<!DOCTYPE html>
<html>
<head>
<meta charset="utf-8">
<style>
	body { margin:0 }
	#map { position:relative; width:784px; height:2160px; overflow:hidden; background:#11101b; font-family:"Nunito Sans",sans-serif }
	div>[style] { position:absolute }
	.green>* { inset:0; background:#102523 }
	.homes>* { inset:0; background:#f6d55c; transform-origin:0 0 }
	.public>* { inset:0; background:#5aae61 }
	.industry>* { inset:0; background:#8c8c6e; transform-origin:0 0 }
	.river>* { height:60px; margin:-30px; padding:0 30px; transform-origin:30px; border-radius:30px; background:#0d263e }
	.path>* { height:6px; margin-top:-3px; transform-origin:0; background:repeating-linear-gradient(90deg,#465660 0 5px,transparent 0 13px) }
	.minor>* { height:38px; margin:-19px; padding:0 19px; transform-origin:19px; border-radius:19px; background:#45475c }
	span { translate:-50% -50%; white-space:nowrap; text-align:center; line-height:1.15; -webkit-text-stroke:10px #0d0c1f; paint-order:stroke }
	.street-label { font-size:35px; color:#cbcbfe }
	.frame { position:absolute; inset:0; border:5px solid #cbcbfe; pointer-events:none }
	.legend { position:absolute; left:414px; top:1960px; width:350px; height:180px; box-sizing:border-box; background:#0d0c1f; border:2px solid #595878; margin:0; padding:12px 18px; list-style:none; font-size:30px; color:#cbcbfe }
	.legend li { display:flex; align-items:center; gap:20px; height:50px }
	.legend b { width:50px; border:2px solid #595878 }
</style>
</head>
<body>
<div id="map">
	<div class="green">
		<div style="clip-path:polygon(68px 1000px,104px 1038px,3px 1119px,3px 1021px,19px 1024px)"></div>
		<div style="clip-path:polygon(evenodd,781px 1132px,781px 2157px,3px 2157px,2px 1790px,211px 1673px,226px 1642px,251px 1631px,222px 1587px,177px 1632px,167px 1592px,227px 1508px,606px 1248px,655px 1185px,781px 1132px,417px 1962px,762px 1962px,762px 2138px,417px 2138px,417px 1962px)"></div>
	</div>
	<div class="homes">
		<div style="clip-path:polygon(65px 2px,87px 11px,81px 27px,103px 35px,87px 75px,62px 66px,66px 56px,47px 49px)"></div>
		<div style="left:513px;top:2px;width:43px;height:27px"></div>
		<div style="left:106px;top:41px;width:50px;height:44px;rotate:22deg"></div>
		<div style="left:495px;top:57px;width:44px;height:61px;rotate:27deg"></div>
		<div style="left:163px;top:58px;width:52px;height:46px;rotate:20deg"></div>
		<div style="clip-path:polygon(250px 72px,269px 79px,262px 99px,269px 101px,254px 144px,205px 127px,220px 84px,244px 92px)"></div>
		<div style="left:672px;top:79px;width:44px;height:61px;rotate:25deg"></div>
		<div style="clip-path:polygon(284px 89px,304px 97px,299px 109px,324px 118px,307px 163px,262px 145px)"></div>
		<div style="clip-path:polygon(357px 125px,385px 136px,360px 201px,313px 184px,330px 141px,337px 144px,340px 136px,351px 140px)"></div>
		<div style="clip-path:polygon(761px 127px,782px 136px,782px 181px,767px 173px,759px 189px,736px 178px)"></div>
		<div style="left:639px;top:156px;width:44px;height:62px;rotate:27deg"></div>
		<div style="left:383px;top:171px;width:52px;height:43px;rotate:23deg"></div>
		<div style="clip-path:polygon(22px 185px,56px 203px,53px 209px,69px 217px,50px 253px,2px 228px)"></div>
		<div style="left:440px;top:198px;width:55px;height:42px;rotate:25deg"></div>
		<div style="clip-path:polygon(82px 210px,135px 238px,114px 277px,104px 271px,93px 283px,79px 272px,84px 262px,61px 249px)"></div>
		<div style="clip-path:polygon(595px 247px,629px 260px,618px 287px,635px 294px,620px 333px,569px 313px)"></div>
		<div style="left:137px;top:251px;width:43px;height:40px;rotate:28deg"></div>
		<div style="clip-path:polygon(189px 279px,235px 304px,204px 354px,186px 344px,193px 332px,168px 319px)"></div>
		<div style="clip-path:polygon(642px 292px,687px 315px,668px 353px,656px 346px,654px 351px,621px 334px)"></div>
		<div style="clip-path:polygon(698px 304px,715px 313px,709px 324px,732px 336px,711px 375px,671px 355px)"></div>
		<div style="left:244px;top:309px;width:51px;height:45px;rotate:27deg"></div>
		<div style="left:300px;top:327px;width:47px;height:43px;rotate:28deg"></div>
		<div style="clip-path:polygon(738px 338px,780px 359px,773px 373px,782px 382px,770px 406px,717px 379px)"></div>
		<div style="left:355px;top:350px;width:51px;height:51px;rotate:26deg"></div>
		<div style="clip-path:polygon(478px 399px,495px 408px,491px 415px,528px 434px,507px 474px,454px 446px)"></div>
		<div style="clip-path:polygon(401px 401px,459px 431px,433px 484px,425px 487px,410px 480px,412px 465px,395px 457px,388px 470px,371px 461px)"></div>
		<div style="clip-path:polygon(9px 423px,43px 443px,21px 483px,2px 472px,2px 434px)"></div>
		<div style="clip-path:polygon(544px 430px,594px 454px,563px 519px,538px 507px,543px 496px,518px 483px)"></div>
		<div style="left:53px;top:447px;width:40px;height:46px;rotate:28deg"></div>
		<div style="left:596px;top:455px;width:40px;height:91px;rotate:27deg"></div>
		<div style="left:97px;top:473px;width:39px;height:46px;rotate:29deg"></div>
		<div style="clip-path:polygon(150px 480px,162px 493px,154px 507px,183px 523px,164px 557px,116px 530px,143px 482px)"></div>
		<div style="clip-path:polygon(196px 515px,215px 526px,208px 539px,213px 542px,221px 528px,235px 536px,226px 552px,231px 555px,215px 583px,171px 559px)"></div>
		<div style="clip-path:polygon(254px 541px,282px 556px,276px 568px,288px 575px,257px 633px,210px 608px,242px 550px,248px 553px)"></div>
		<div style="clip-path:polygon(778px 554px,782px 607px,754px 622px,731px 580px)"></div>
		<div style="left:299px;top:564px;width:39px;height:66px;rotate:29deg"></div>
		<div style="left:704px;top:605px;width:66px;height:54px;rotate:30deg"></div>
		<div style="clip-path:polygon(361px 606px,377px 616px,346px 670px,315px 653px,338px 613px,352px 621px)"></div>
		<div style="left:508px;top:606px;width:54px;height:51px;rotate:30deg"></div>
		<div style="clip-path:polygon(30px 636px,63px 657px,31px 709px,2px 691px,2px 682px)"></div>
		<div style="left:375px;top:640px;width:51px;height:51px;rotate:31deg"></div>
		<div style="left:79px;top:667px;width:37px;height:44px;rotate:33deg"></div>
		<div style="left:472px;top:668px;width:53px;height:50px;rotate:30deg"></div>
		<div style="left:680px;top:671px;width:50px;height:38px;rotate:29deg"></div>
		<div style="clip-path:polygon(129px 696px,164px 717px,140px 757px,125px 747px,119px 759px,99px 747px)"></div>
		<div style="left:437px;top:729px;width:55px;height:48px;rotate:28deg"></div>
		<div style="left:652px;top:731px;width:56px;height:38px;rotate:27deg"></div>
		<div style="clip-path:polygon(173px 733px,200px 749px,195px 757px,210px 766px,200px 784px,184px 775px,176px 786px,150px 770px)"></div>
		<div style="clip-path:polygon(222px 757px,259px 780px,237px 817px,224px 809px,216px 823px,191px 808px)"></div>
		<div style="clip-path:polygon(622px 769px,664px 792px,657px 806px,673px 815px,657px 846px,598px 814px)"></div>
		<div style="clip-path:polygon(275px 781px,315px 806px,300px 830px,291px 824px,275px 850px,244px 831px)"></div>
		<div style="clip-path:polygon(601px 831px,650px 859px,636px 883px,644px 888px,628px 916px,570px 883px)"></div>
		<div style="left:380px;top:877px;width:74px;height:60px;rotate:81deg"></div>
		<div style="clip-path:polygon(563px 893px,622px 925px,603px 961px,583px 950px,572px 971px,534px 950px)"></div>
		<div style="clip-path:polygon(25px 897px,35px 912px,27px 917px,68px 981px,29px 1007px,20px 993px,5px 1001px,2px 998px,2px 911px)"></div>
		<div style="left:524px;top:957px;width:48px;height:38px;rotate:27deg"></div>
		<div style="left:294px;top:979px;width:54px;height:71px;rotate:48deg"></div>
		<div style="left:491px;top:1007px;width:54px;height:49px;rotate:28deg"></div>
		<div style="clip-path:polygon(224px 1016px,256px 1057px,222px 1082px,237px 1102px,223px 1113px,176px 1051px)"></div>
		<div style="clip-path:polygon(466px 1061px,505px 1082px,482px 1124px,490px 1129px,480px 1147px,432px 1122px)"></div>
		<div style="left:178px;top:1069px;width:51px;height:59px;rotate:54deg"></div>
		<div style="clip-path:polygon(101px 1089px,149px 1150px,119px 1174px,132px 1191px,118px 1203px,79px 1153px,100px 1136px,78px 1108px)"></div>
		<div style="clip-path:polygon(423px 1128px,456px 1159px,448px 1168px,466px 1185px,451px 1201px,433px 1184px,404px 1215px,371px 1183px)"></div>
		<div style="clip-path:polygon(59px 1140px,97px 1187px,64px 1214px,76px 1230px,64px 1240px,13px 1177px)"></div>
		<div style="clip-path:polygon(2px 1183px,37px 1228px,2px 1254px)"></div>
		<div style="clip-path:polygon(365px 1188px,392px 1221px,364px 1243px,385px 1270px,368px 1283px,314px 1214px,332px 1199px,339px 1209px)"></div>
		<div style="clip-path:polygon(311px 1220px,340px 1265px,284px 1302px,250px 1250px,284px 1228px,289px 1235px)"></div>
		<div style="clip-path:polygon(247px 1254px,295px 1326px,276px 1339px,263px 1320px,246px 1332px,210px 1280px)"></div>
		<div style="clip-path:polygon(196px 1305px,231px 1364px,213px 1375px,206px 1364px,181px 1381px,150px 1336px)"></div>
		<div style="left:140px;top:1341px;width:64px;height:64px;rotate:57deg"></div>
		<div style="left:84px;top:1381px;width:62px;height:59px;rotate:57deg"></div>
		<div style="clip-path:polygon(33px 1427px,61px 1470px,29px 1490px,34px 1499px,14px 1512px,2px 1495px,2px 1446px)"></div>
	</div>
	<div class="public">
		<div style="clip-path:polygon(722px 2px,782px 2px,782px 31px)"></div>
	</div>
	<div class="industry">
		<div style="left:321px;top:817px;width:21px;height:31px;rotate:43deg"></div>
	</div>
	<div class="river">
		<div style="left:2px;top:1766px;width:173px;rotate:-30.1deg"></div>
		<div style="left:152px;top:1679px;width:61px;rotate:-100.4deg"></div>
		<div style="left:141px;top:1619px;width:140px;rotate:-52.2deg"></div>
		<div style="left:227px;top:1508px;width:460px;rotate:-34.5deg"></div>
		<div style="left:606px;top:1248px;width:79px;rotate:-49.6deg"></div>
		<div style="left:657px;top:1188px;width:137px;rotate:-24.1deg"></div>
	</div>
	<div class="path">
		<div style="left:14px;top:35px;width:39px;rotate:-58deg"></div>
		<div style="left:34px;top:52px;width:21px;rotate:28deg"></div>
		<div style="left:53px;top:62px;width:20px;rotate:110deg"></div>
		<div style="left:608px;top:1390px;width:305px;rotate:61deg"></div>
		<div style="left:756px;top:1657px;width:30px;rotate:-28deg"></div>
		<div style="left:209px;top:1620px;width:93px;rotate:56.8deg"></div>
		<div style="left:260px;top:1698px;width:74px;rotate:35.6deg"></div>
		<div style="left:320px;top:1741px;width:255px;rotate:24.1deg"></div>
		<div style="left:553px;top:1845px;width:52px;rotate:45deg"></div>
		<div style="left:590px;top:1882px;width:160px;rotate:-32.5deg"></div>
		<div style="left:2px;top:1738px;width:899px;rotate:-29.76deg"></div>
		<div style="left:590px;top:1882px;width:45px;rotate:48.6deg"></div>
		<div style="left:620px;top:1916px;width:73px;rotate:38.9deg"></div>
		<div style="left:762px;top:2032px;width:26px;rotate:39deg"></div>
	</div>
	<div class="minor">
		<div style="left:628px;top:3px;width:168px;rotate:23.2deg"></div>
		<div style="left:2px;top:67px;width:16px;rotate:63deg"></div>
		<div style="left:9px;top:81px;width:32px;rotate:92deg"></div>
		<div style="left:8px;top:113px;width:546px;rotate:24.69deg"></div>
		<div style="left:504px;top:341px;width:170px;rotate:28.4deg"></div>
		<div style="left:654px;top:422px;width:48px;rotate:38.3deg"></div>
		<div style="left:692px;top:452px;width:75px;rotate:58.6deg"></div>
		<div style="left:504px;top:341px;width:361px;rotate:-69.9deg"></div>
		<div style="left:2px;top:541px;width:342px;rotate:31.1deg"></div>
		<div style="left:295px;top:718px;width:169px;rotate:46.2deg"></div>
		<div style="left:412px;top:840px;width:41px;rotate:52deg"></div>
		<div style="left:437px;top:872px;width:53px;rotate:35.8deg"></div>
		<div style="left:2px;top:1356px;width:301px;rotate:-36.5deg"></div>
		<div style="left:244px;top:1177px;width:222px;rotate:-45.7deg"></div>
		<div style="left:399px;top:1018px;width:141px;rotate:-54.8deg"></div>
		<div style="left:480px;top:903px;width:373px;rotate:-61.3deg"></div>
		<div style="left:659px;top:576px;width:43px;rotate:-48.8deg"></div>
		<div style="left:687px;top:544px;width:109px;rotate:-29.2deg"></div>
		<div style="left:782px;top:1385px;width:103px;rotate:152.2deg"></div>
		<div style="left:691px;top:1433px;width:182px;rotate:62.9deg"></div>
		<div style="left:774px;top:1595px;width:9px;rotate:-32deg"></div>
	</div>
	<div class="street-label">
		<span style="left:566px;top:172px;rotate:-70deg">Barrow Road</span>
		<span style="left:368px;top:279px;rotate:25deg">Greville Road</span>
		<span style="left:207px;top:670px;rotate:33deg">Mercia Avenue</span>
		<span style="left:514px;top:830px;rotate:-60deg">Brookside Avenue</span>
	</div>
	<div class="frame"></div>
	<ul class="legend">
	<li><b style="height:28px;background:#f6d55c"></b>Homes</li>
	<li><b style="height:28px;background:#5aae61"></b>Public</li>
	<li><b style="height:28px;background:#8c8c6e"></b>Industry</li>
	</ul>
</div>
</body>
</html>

▶ **WHAT YOU SHOULD DO**: In the listing above, find the line with "inset:0; background:#f6d55c; transform-origin:0" and the line with "height:6px; margin-top:-3px; transform-origin:0;", then reproduce both and every line between them exactly.

▶ **EXPECTED ANSWER**:
	.homes>* { inset:0; background:#f6d55c; transform-origin:0 0 }
	.public>* { inset:0; background:#5aae61 }
	.industry>* { inset:0; background:#8c8c6e; transform-origin:0 0 }
	.river>* { height:60px; margin:-30px; padding:0 30px; transform-origin:30px; border-radius:30px; background:#0d263e }
	.path>* { height:6px; margin-top:-3px; transform-origin:0; background:repeating-linear-gradient(90deg,#465660 0 5px,transparent 0 13px) }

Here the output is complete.